*Provided data*
=== Section Start ===

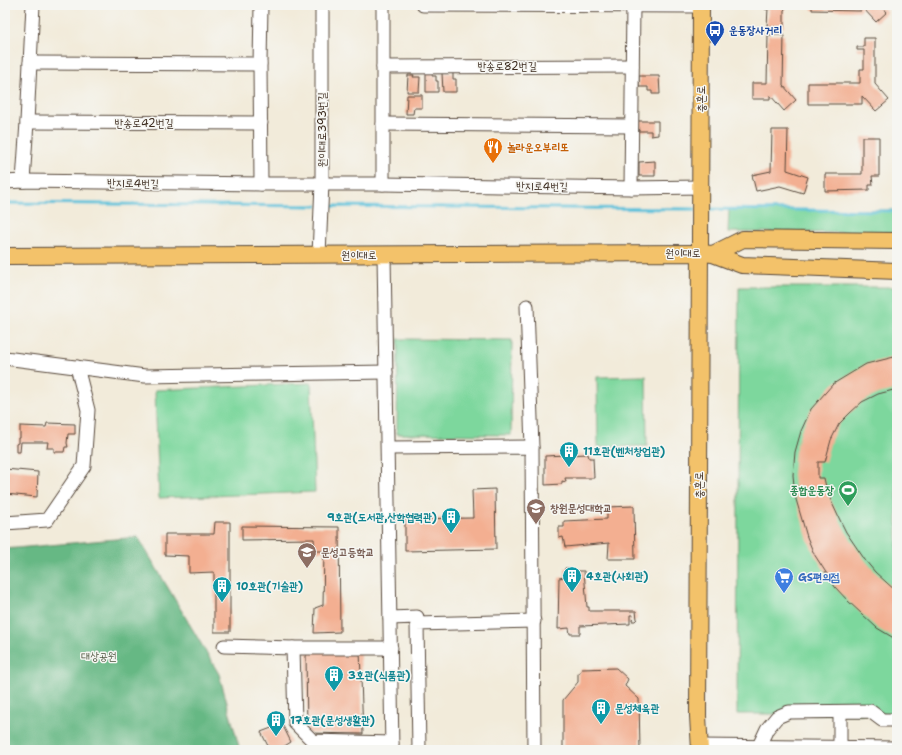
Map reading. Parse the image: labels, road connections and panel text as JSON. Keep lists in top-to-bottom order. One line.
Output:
{"streets":{"main road":["충혼로","원이대로"],"street":["반송로82번길","반송로42번길","원이대로393번길","반지로4번길"]},"crossings":[["충혼로","반지로4번길"],["충혼로","원이대로"],["원이대로393번길","반지로4번길"],["원이대로393번길","원이대로"]],"parks":["대상공원"],"places":{"bus stop":["운동장사거리"],"restaurant":["놀라운오부리또"],"building":["11호관(벤처창업관)","9호관(도서관,산학협력관)","4호관(사회관)","10호관(기술관)","3호관(식품관)","문성체육관","17호관(문성생활관)"],"sports":["종합운동장"],"school or university":["창원문성대학교","문성고등학교"],"supermarket":["GS편의점"]}}
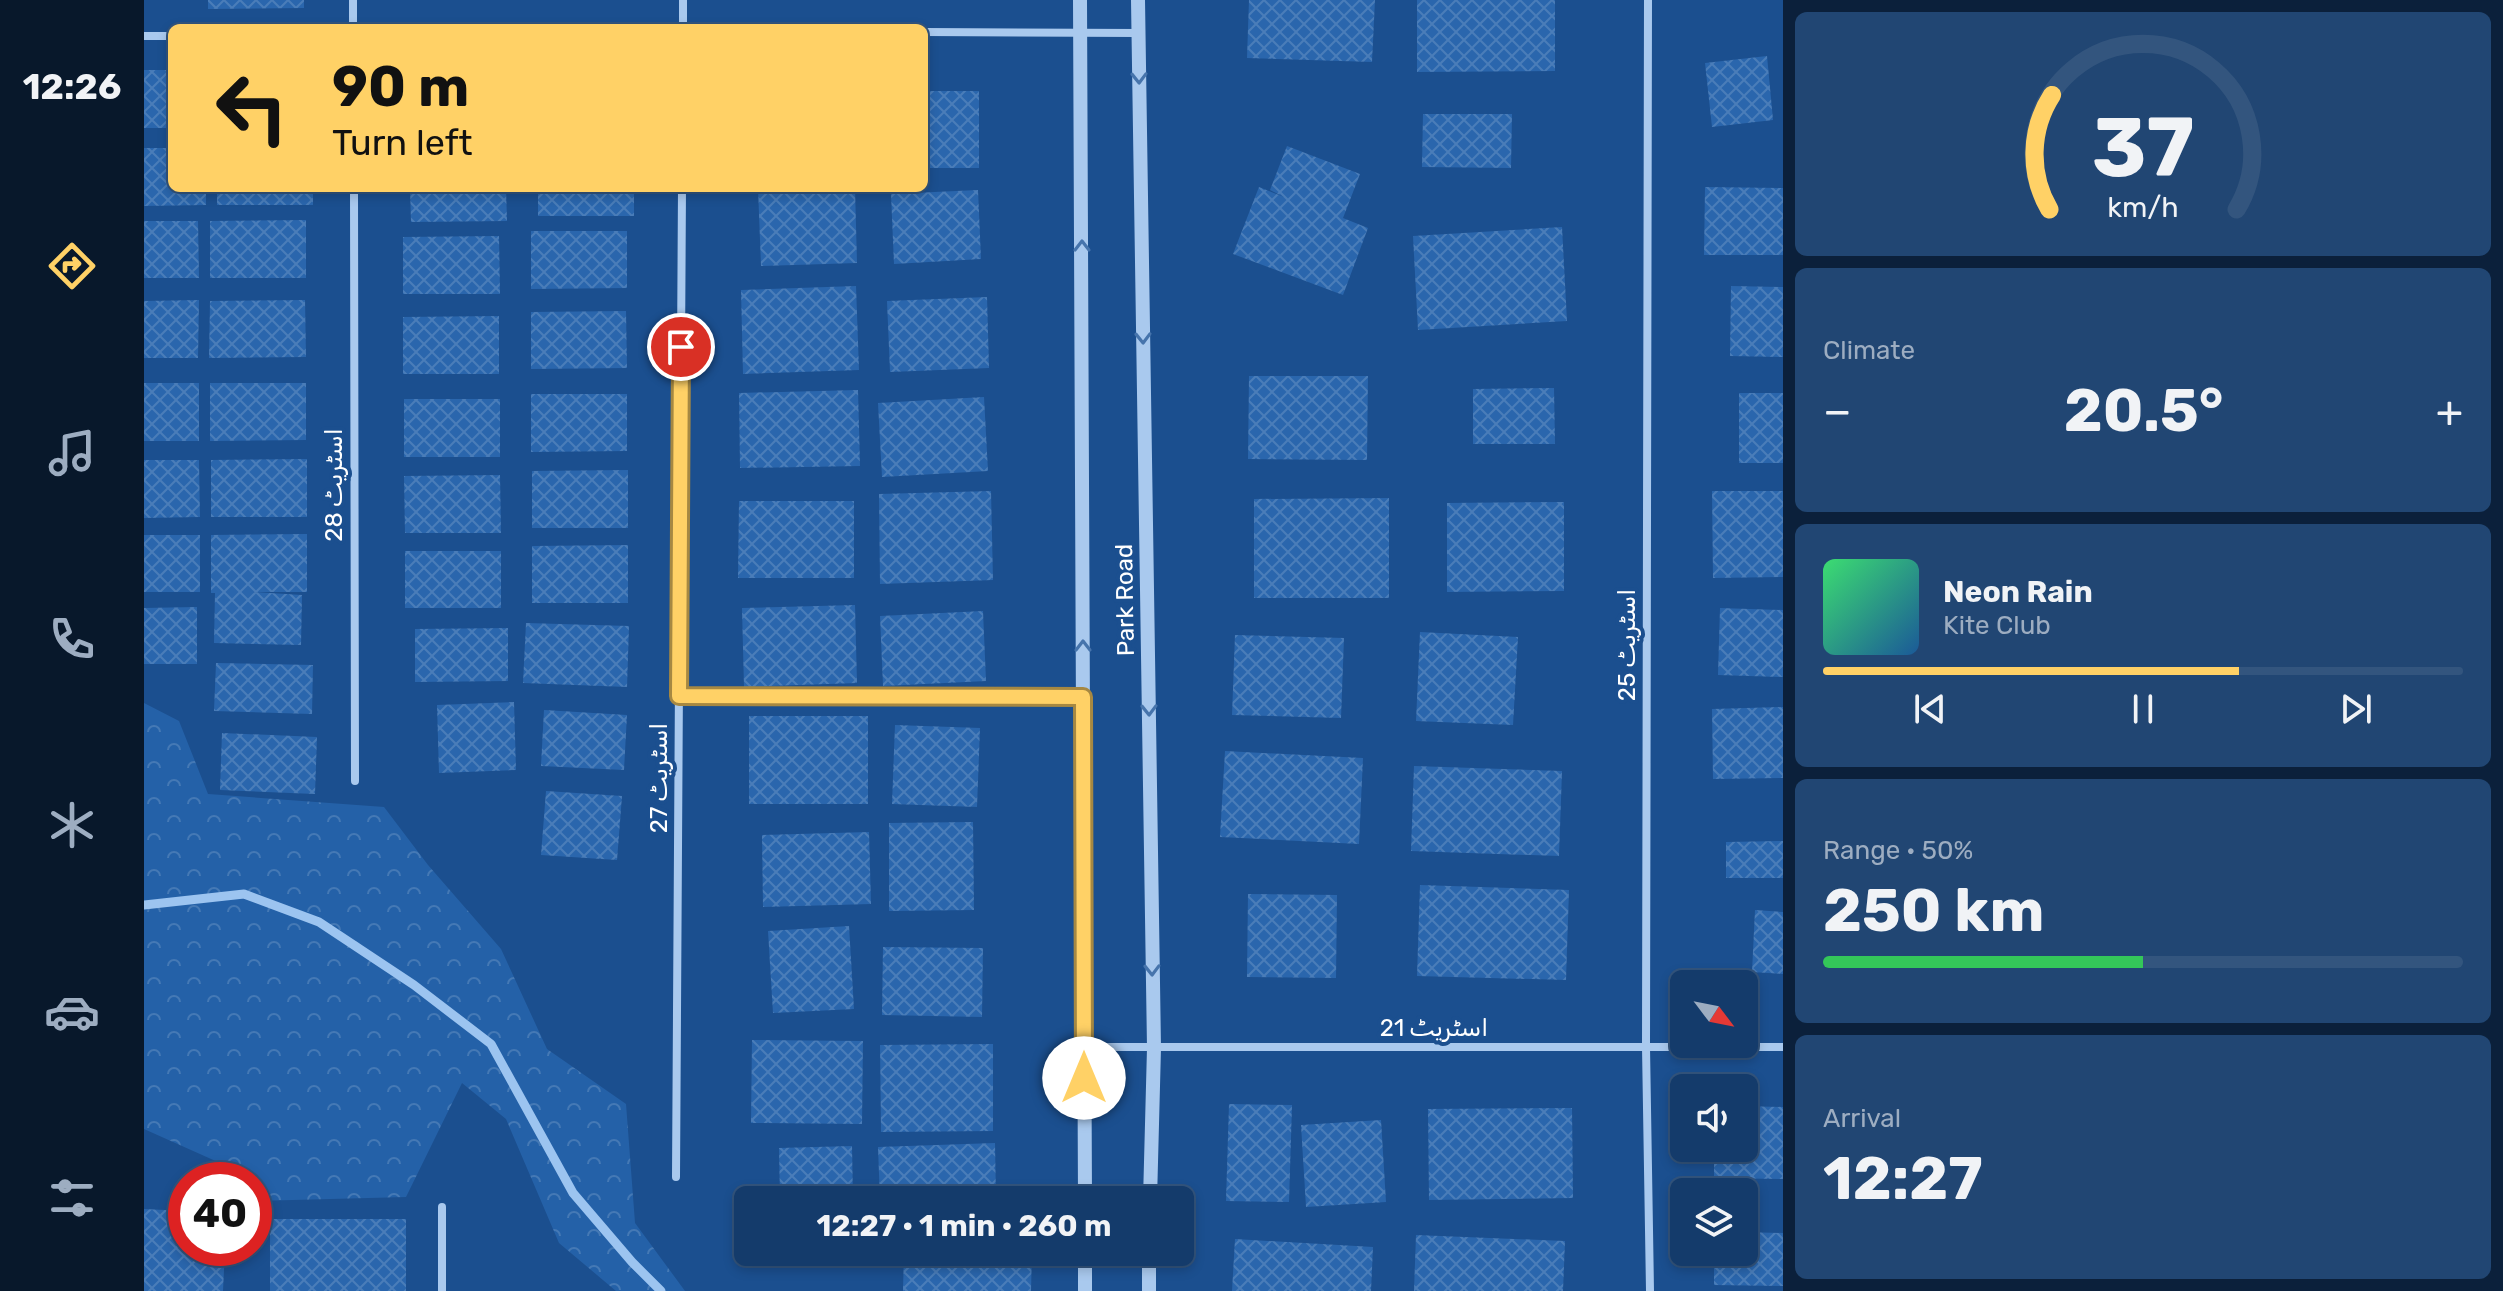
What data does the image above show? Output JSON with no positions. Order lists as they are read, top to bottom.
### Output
{
  "streets": {
    "street": [
      "اسٹریٹ 28",
      "Park Road",
      "اسٹریٹ 25",
      "اسٹریٹ 27",
      "اسٹریٹ 21"
    ]
  },
  "crossings": [
    ["Park Road", "اسٹریٹ 21"],
    ["اسٹریٹ 25", "اسٹریٹ 21"]
  ],
  "north": "bottom right",
  "page": {
    "tabs": "12:26",
    "turn": ["90 m", "Turn left"],
    "tile": [
      "Climate",
      ["Range · 50%", "250 km"],
      ["Arrival", "12:27"]
    ],
    "heat": ["−", "20.5°", "+"],
    "song": ["Neon Rain", "Kite Club"],
    "limit": "40",
    "trip": "12:27 · 1 min · 260 m",
    "gauge": ["37", "km/h"]
  }
}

=== Section End ===

*What to work on*
Write the listing out exactly, word for word, but omit the pictures.

*Result of the task*
Map reading. Parse the image: labels, road connections and panel text as JSON. Keep lists in top-to-bottom order. One line.
Output:
{"streets":{"main road":["충혼로","원이대로"],"street":["반송로82번길","반송로42번길","원이대로393번길","반지로4번길"]},"crossings":[["충혼로","반지로4번길"],["충혼로","원이대로"],["원이대로393번길","반지로4번길"],["원이대로393번길","원이대로"]],"parks":["대상공원"],"places":{"bus stop":["운동장사거리"],"restaurant":["놀라운오부리또"],"building":["11호관(벤처창업관)","9호관(도서관,산학협력관)","4호관(사회관)","10호관(기술관)","3호관(식품관)","문성체육관","17호관(문성생활관)"],"sports":["종합운동장"],"school or university":["창원문성대학교","문성고등학교"],"supermarket":["GS편의점"]}}
What data does the image above show? Output JSON with no positions. Order lists as they are read, top to bottom.
### Output
{
  "streets": {
    "street": [
      "اسٹریٹ 28",
      "Park Road",
      "اسٹریٹ 25",
      "اسٹریٹ 27",
      "اسٹریٹ 21"
    ]
  },
  "crossings": [
    ["Park Road", "اسٹریٹ 21"],
    ["اسٹریٹ 25", "اسٹریٹ 21"]
  ],
  "north": "bottom right",
  "page": {
    "tabs": "12:26",
    "turn": ["90 m", "Turn left"],
    "tile": [
      "Climate",
      ["Range · 50%", "250 km"],
      ["Arrival", "12:27"]
    ],
    "heat": ["−", "20.5°", "+"],
    "song": ["Neon Rain", "Kite Club"],
    "limit": "40",
    "trip": "12:27 · 1 min · 260 m",
    "gauge": ["37", "km/h"]
  }
}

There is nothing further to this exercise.